Additionally, the church’s sanctuary was open from 6:30-8 a.m. Nov. 1 to pray in advance of the election.
“I heard of other churches that did similar things,” Mathis said, “and we’re certainly not unconscious of the fact that it’s such a critical time in our country for this election. And we just prayed that God, His will would be done and we realize our need is so much greater than political; it’s spiritual.”
Praying on the Mountain leaders plan to repeat the emphasis in 2021, again kicking off in May.
Schofield said the emphasis has not only impacted North Carolina Baptists, but is important to the spiritual health of the nation.
“It has just been a significant call to prayer,” Schofield said of Praying on the Mountain. “It’s brought pastors together to seek the Lord, to lead their churches to seek the Lord.
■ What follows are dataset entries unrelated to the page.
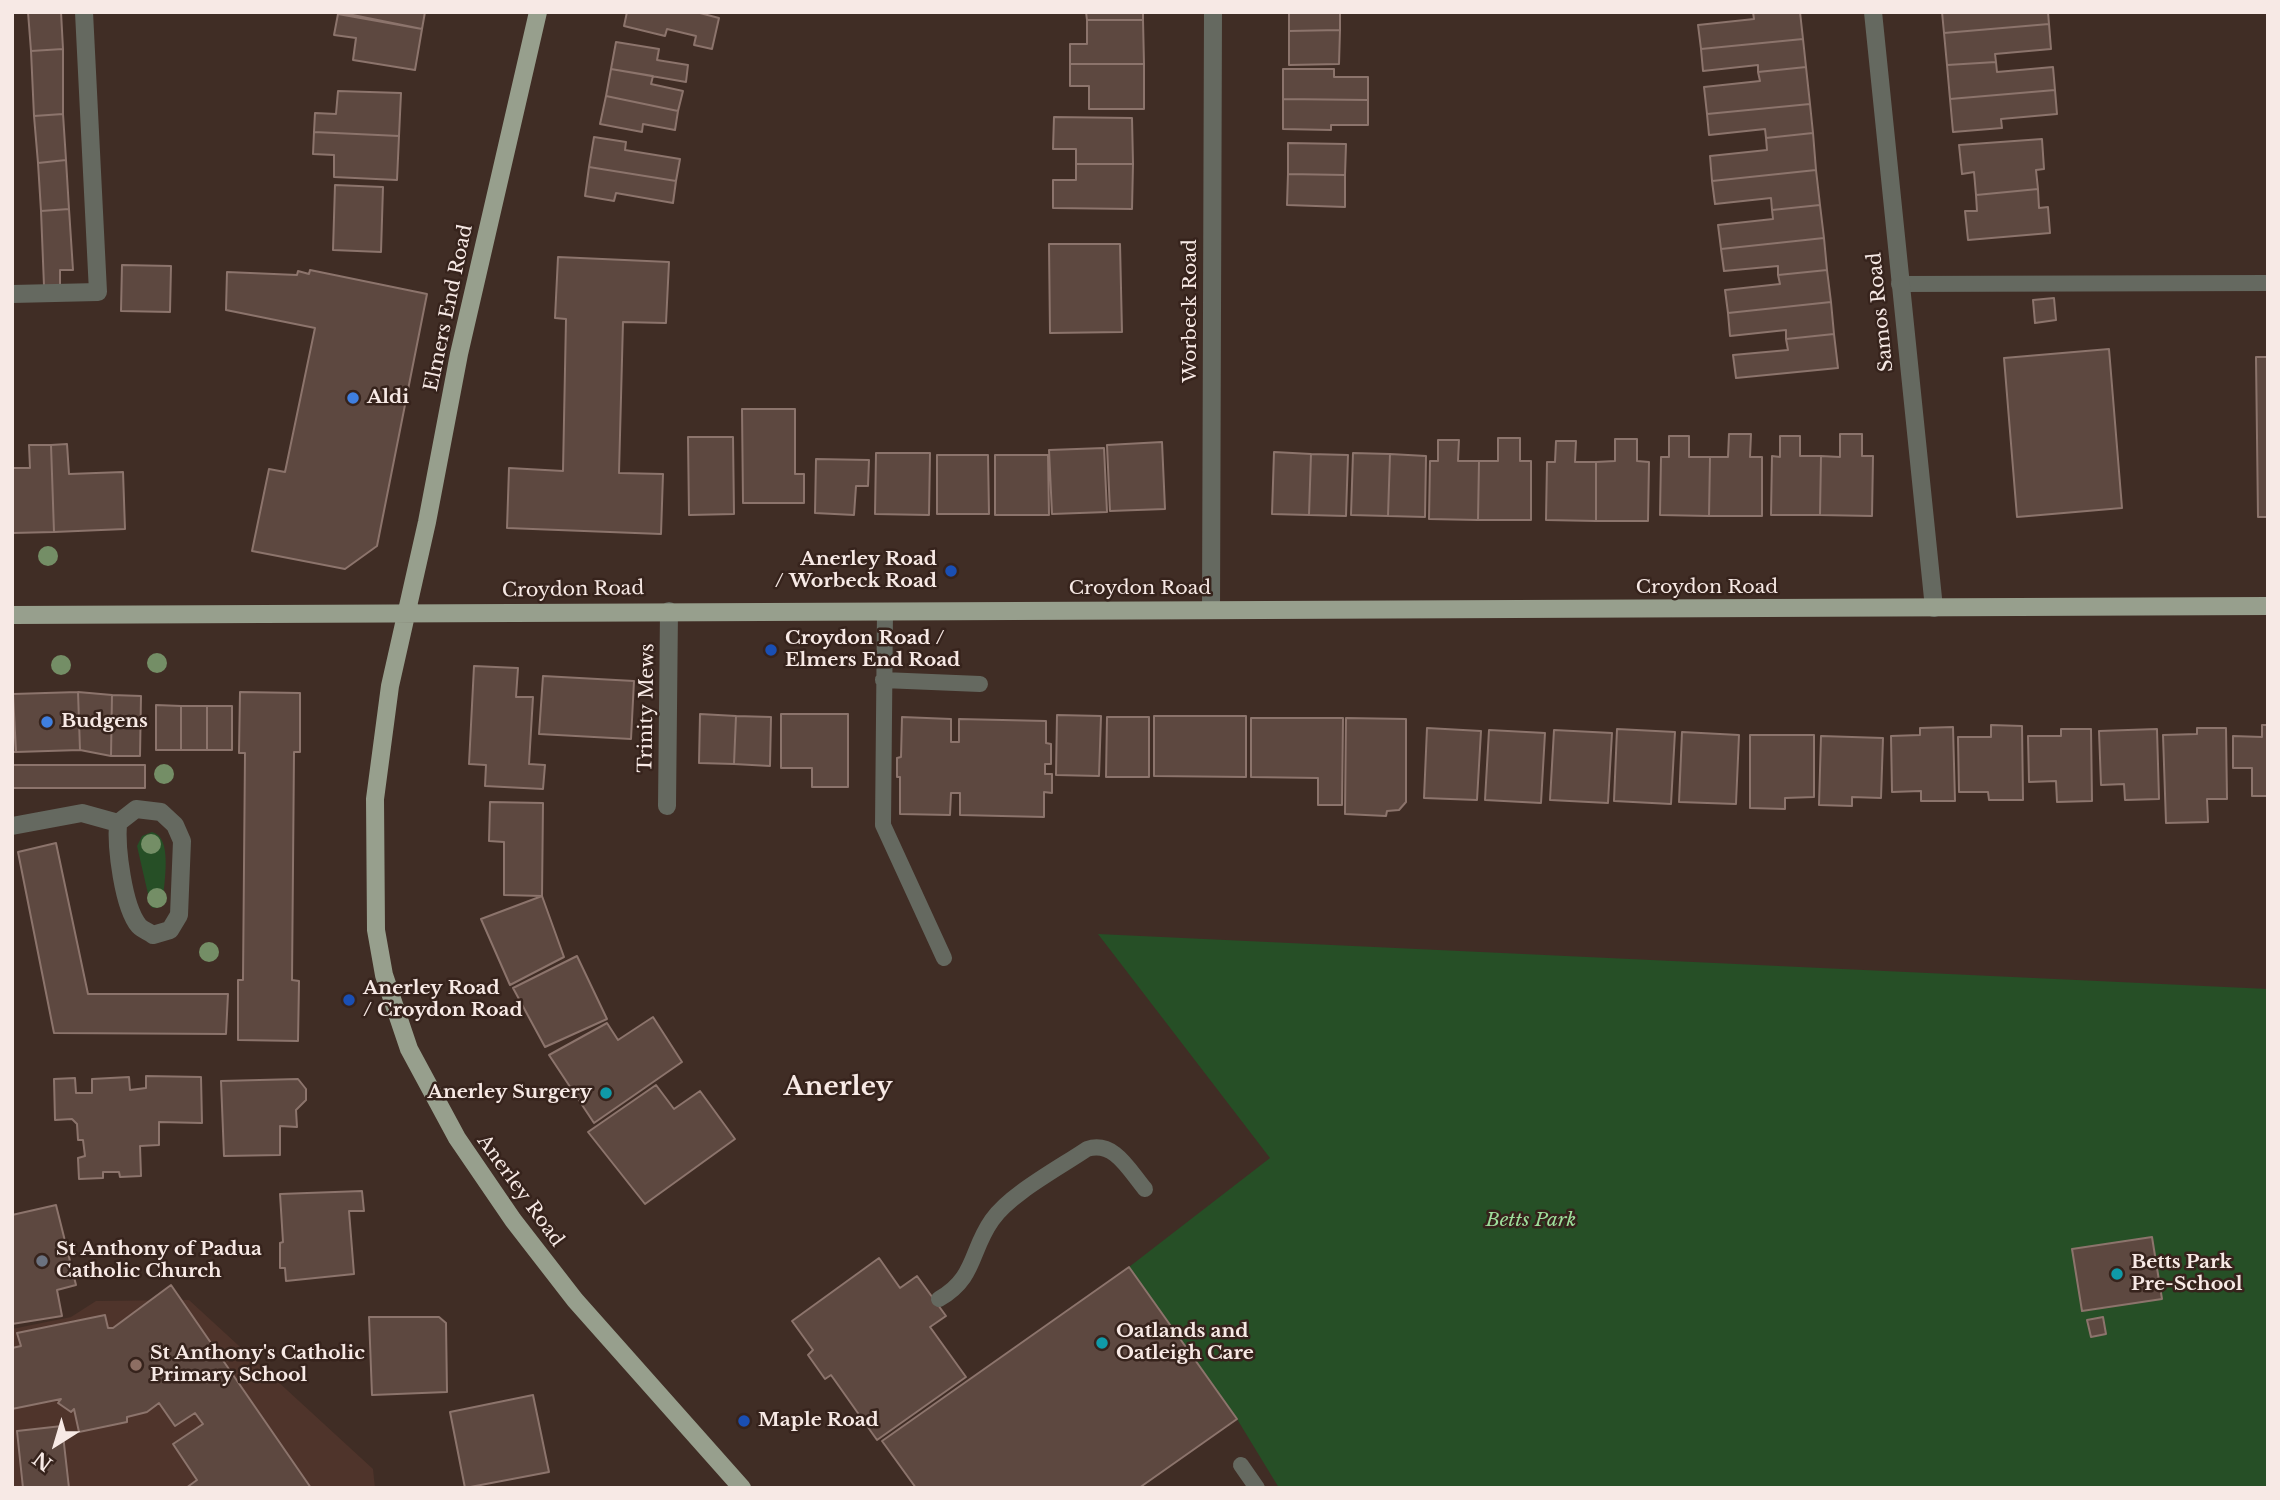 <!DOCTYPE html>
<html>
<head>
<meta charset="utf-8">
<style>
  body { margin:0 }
  #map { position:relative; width:2280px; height:1500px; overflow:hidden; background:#402d25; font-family:"Libre Baskerville",serif }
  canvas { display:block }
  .frame { position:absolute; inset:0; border:14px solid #f7e9e5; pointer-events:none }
  .north { position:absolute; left:21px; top:1409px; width:70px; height:70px; -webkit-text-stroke:5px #36231c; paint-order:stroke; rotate:217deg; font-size:19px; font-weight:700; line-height:28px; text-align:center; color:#f7e9e5 }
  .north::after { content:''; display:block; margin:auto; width:24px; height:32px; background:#f7e9e5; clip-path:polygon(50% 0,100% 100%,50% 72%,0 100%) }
</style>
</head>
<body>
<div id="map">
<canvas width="2280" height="1500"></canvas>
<div class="frame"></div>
<div class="north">N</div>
</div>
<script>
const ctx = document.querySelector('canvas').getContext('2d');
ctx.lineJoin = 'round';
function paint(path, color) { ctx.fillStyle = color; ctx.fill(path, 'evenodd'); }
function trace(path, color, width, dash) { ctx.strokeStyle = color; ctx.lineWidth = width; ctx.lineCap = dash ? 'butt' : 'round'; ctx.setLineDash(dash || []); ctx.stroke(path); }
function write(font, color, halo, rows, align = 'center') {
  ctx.font = font + ' "Libre Baskerville",serif'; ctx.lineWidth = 5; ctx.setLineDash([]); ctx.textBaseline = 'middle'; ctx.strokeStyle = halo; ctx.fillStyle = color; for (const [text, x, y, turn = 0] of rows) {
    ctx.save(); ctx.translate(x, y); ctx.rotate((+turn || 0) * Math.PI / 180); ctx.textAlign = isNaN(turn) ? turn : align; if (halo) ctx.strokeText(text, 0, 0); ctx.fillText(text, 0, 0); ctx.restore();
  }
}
const built = new Path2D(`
  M 189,1300 L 373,1469 L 375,1488 L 12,1488 L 12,1329 L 71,1317 L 96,1301 Z`);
const green = new Path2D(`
  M 152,832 C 173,837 164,882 163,900 L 160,907 L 154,908 L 151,907 L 137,846 L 142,836 Z
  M 1098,934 L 2268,989 L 2268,1488 L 1279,1488 L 1237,1419 L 1129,1267 L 1270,1158 Z`);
const building = new Path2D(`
  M 28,12 L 61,12 L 63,49 L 31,51 Z
  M 338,12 L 425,12 L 422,29 Z
  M 627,12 L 696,12 L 719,18 L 712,49 L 694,45 L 696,36 L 667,29 L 665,36 L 624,26 Z
  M 1086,12 L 1143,12 L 1143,20 L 1087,20 Z
  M 1289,12 L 1340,12 L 1340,30 L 1289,31 Z
  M 1753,12 L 1800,12 L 1803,39 L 1701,49 L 1698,25 L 1754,19 Z
  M 1942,12 L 2048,12 L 2049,24 L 1944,33 Z
  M 338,14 L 422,29 L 415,70 L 353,60 L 356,38 L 334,35 Z
  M 1087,20 L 1143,20 L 1144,64 L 1070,64 L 1070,44 L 1087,44 Z
  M 2049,24 L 2051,49 L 1995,54 L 1996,62 L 1947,65 L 1944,33 Z
  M 1340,30 L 1339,64 L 1289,65 L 1289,31 Z
  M 1803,39 L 1806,67 L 1758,72 L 1758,65 L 1703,71 L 1701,49 Z
  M 616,42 L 659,49 L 657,60 L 688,65 L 686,82 L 611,69 Z
  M 63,49 L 63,114 L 34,116 L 31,51 Z
  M 1996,62 L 1997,72 L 2053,67 L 2055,90 L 1950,99 L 1947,65 Z
  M 1070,64 L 1144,64 L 1144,109 L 1089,109 L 1089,86 L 1070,86 Z
  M 1806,67 L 1810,104 L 1707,114 L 1704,87 L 1760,81 L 1758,72 Z
  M 611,69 L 653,76 L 651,84 L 683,91 L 678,111 L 606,96 Z
  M 1283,69 L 1334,69 L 1334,77 L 1368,77 L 1368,100 L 1283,99 Z
  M 2055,90 L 2057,114 L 2001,119 L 2002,128 L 1953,132 L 1950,99 Z
  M 338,91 L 401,93 L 399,136 L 314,132 L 315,113 L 336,114 Z
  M 606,96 L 678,111 L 675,130 L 643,124 L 642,132 L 600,124 Z
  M 1283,99 L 1368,100 L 1368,125 L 1331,125 L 1331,130 L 1283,129 Z
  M 1810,104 L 1813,133 L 1766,138 L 1765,129 L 1709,135 L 1707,114 Z
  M 63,114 L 66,160 L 38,163 L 34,116 Z
  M 1054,117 L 1132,118 L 1133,164 L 1076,164 L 1076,149 L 1053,149 Z
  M 314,132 L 399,136 L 397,180 L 334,177 L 334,155 L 313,154 Z
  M 1813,133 L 1816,170 L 1712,181 L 1710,156 L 1767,150 L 1766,138 Z
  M 594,137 L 626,142 L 625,150 L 680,159 L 676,181 L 589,167 Z
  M 2042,139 L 2044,169 L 2036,170 L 2038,189 L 1976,195 L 1974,172 L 1962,174 L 1959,145 Z
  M 1288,143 L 1346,144 L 1345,175 L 1288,174 Z
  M 66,160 L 69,209 L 41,211 L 38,163 Z
  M 1076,164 L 1133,164 L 1132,209 L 1053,208 L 1053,180 L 1076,180 Z
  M 589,167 L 676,181 L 673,203 L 616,193 L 614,201 L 585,196 Z
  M 1816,170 L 1820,205 L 1772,210 L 1771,198 L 1715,204 L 1712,181 Z
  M 1288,174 L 1345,175 L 1345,207 L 1287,205 Z
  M 335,185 L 383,187 L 381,252 L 333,250 Z
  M 2038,189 L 2039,208 L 2048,207 L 2050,233 L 1968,240 L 1965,211 L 1977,211 L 1976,195 Z
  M 1820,205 L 1824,238 L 1721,249 L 1718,225 L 1773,219 L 1772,210 Z
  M 69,209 L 73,270 L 60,270 L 60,287 L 44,286 L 41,211 Z
  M 1824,238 L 1827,270 L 1778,275 L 1778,266 L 1724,271 L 1721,249 Z
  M 1049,244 L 1120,244 L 1122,332 L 1050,333 Z
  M 558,257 L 669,262 L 666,323 L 623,322 L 619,473 L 663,474 L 661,534 L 507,528 L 509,468 L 563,471 L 566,319 L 555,318 Z
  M 122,265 L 171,266 L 170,312 L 121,311 Z
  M 310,270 L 427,294 L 377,546 L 345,569 L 252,551 L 269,469 L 285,472 L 315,328 L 226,310 L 227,272 L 297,275 L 298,271 L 309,274 Z
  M 1827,270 L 1831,302 L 1728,313 L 1725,290 L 1780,284 L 1778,275 Z
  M 2054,298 L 2056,320 L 2035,323 L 2033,300 Z
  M 1831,302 L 1834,334 L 1786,339 L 1786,330 L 1730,336 L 1728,313 Z
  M 1834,334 L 1838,368 L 1736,378 L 1733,355 L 1788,350 L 1786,339 Z
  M 2109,349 L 2122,508 L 2017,517 L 2004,358 Z
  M 2256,357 L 2268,357 L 2268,517 L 2258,517 Z
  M 742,409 L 795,409 L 795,474 L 804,474 L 804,503 L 743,503 Z
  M 1729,434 L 1751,434 L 1750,457 L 1762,457 L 1762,516 L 1709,516 L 1710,457 L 1728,457 Z
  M 1840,434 L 1862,434 L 1862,456 L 1873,456 L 1872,516 L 1820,515 L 1821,456 L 1840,457 Z
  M 1669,436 L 1689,436 L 1689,457 L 1710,457 L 1709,516 L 1660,515 L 1661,457 L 1669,457 Z
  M 1780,436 L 1800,436 L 1800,456 L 1821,456 L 1820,515 L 1771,515 L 1772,456 L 1780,457 Z
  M 688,437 L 733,437 L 734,514 L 689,515 Z
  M 1498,438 L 1520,438 L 1520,461 L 1531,461 L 1531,520 L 1478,520 L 1479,461 L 1498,461 Z
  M 1615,439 L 1637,439 L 1637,461 L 1649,462 L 1648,521 L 1596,521 L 1596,462 L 1615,461 Z
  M 1438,440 L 1459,440 L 1458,461 L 1479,461 L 1478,520 L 1429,519 L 1430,461 L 1438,461 Z
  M 1556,441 L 1576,441 L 1575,462 L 1596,462 L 1596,521 L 1546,520 L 1547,462 L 1555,462 Z
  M 1162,442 L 1165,509 L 1110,511 L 1107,445 Z
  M 67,444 L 69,474 L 123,472 L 125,529 L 54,532 L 51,445 Z
  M 29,445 L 51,445 L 54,532 L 12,533 L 12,468 L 30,468 Z
  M 1104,448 L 1107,512 L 1052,514 L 1049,450 Z
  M 1274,452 L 1311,454 L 1309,515 L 1272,514 Z
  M 876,453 L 930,453 L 929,515 L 875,514 Z
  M 1353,453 L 1390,454 L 1388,516 L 1351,515 Z
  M 1311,454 L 1348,455 L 1346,516 L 1309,515 Z
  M 1390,454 L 1426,456 L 1425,517 L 1388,516 Z
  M 937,455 L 988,455 L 989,514 L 937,514 Z
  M 995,455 L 1048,455 L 1049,515 L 995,515 Z
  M 816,459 L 869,460 L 868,486 L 856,486 L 854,515 L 815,513 Z
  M 474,666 L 518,668 L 516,697 L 533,697 L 529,764 L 545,765 L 543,789 L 485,786 L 486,765 L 469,764 Z
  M 543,676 L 634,681 L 631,739 L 539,734 Z
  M 78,692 L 112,695 L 111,756 L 80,750 Z
  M 78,692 L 80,750 L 16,752 L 13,694 Z
  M 240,692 L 300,693 L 300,752 L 294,752 L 292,980 L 299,981 L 298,1041 L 238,1040 L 238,980 L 243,980 L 245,753 L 239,753 Z
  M 12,694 L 16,752 L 12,752 Z
  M 112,695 L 141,696 L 140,756 L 111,756 Z
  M 156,705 L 181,706 L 181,750 L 156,750 Z
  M 181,706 L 207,706 L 207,750 L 181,750 Z
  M 207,706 L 232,706 L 232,750 L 207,750 Z
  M 700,714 L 736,716 L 734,764 L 699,763 Z
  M 781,714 L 848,714 L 848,787 L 812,787 L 812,768 L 781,768 Z
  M 1057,715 L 1101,716 L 1099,776 L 1056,775 Z
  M 736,716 L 771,717 L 770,766 L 734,764 Z
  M 1154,716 L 1246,716 L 1246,777 L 1154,776 Z
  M 902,717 L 951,719 L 951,742 L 959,742 L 959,719 L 1046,721 L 1046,743 L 1051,744 L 1051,764 L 1045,764 L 1045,774 L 1052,774 L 1052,793 L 1044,792 L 1044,817 L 960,815 L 960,793 L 951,793 L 950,815 L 900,814 L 900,777 L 897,777 L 897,758 L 901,757 Z
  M 1107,717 L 1149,717 L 1149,777 L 1106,777 Z
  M 1251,718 L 1343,718 L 1342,805 L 1318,805 L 1318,778 L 1251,777 Z
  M 1346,718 L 1406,719 L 1406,802 L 1399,810 L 1387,811 L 1386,816 L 1345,814 Z
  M 1991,725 L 2022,726 L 2023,800 L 1989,800 L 1988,792 L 1959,792 L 1958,737 L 1991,737 Z
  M 2262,725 L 2268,725 L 2268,796 L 2252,796 L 2252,768 L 2233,768 L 2233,736 L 2262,737 Z
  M 1953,727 L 1955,801 L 1921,801 L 1921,791 L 1892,792 L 1891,736 L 1920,735 L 1920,728 Z
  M 1427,728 L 1481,731 L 1477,800 L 1424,798 Z
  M 2197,728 L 2226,728 L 2227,799 L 2207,799 L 2208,822 L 2166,823 L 2163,735 L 2197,734 Z
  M 1617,729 L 1675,732 L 1671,804 L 1614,801 Z
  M 2061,729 L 2091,729 L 2092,801 L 2057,802 L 2056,781 L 2029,782 L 2028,736 L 2061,736 Z
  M 2157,729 L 2159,799 L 2125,800 L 2124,784 L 2101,785 L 2099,731 Z
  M 1489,730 L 1545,733 L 1541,803 L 1485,800 Z
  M 1554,730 L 1612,733 L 1608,803 L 1550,800 Z
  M 1682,732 L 1739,735 L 1736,804 L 1679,802 Z
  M 1750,735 L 1814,735 L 1814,797 L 1785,798 L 1785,809 L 1750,808 Z
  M 1821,736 L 1883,738 L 1881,798 L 1852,797 L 1852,806 L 1819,805 Z
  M 12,765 L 145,765 L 145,788 L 12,788 Z
  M 490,802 L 543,803 L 542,896 L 504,895 L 504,842 L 489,841 Z
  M 56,843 L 88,994 L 228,994 L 226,1034 L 54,1033 L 18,852 Z
  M 542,896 L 564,957 L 510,985 L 481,919 Z
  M 577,956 L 607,1019 L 545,1047 L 513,988 Z
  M 653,1017 L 682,1062 L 594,1123 L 549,1055 L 607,1023 L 618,1040 Z
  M 146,1076 L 201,1077 L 202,1123 L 159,1122 L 159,1145 L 140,1146 L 141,1176 L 120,1177 L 119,1172 L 103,1172 L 103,1178 L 79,1179 L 78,1158 L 85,1156 L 83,1140 L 78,1140 L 77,1124 L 72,1119 L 55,1120 L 54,1079 L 75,1078 L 76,1093 L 92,1093 L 92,1079 L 129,1077 L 130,1090 L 146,1088 Z
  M 298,1079 L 306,1089 L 306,1100 L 296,1110 L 297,1127 L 280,1126 L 280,1155 L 224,1156 L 221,1081 Z
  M 656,1085 L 674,1109 L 700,1091 L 735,1139 L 645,1204 L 588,1132 Z
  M 362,1191 L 364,1211 L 349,1211 L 354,1274 L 286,1281 L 285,1268 L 280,1268 L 280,1243 L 283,1242 L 280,1194 Z
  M 56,1205 L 76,1285 L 57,1290 L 62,1316 L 12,1324 L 12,1215 Z
  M 2152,1237 L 2162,1299 L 2082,1311 L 2072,1249 Z
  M 879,1258 L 900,1288 L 917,1276 L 946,1316 L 930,1327 L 966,1377 L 877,1440 L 831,1375 L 825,1379 L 808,1355 L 813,1350 L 792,1321 Z
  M 1129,1267 L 1237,1419 L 1139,1488 L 916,1488 L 882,1441 Z
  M 171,1285 L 311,1488 L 186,1488 L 197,1480 L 173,1444 L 203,1424 L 195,1413 L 175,1426 L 159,1403 L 147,1412 L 127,1417 L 127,1422 L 79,1432 L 74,1409 L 71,1412 L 58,1403 L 61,1399 L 12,1409 L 12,1348 L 21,1346 L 17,1333 L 105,1315 L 108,1328 L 113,1328 Z
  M 369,1317 L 439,1317 L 446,1323 L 447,1392 L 372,1395 Z
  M 2103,1317 L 2106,1334 L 2091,1337 L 2087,1320 Z
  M 533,1395 L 549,1472 L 465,1488 L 450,1412 Z
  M 62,1426 L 69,1488 L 23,1488 L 17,1431 Z`);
const lane = new Path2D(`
  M 1899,284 L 2268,283
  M 885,611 L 883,825 L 944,958
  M 883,680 L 980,684
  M 939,1299 C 976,1278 970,1251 992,1220 C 1010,1194 1059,1168 1087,1149 C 1114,1140 1129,1170 1145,1189
  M 1241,1465 L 1257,1488`);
const street = new Path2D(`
  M 1873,12 L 1934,608
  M 12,294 L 98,292 L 84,12
  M 1211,610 L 1213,12
  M 667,806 L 669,611
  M 12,826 L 82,813 L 118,823 C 116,847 123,907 139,926 C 143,930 149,932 153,935 L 170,930 L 179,915 L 182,841 L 175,825 L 161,812 L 136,809 L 118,823`);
const primary = new Path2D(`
  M 538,12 L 459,354 L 427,522 L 390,686 L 375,799 L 376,930 L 384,975 L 409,1049 L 457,1138 L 513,1220 L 575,1300 L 742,1488
  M 12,615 L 2268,606`);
const trees = [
  [48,556],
  [157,663],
  [61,665],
  [164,774],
  [151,844],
  [157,898],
  [209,952]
];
const markers = [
  [353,398,7,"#3f7fe0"],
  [951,571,7,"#1a4fb4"],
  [771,650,7,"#1a4fb4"],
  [47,722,7,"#3f7fe0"],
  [349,1000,7,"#1a4fb4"],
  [606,1093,7,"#0f9aa8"],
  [42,1261,7,"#6b7280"],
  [2117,1274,7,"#0f9aa8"],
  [1102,1343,7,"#0f9aa8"],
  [136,1365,7,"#8d6e63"],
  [744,1421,7,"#1a4fb4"]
];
const streetNames = [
  ["Elmers End Road",449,308,-78],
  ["Worbeck Road",1191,311,-90],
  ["Samos Road",1881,312,-96],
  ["Croydon Road",1707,588],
  ["Croydon Road",1140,589],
  ["Croydon Road",573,590,-1],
  ["Trinity Mews",647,708,-89],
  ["Anerley Road",520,1191,54]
];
const poiNames = [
  ["Aldi",367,398],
  ["Anerley Road",937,560,"right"],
  ["/ Worbeck Road",937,582,"right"],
  ["Croydon Road /",785,639],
  ["Elmers End Road",785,661],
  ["Budgens",61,722],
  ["Anerley Road",363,989],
  ["/ Croydon Road",363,1011],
  ["Anerley Surgery",592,1093,"right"],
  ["St Anthony of Padua",56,1250],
  ["Catholic Church",56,1272],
  ["Betts Park",2131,1263],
  ["Pre-School",2131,1285],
  ["Oatlands and",1116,1332],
  ["Oatleigh Care",1116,1354],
  ["St Anthony's Catholic",150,1354],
  ["Primary School",150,1376],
  ["Maple Road",758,1421]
];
const parkNames = [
  ["Betts Park",1531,1221]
];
const districtNames = [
  ["Anerley",838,1088]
];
paint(built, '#4f342b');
paint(green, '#264f26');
paint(building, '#5d4840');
trace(building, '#8c746c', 2);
trace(lane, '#656960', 16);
trace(street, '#656960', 18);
trace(primary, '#979f8d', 18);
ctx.fillStyle = '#748e66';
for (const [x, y] of trees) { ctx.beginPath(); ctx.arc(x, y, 10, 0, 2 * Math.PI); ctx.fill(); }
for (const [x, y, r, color] of markers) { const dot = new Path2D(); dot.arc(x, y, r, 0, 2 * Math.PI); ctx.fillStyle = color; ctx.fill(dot); trace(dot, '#36231c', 2.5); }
write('19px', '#f7e9e5', '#36231c', streetNames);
write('bold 19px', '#f7e9e5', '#36231c', poiNames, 'left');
write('italic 19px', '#9ede9b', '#36231c', parkNames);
write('bold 26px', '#f7e9e5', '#36231c', districtNames);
</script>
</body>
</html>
It’s been so encouraging to see pastors jumping on board with what God is doing in calling His people to pray right now for revival and awakening.”
Schofield has led various Southern Baptist prayer initiatives for nearly 25 years, and is currently on the leadership team of Southern Baptist PrayerLink.
“The greatest need we have in the life of the church in America is a rekindling of the vital spiritual life of Christ, individually and corporately,” Schofield said. “That’s what revival and awakening is all about, and that’s what God is calling His people to seek Him about, is to return to Him that we might see a rekindling of His manifest, holy presence.”
The COVID-19 pandemic and the current national uproar surrounding the issues of justice and racism only made the prayer initiatives stronger, leaders said.
Strickland encourages Christians to follow God’s leading, even when the reasoning and details are not clear.
“I had no clue what 2020 had in store,” Strickland said. ” If you feel God leading you to do something, even though you don’t fully understand it, just do it. Because He’s not even showing you yet, everything He needs for you to know possibly, but just do what He’s telling you to do then. And along the way, as you’re faithful, He will unfold more and more of the reasons why He called you to the task in the first place.”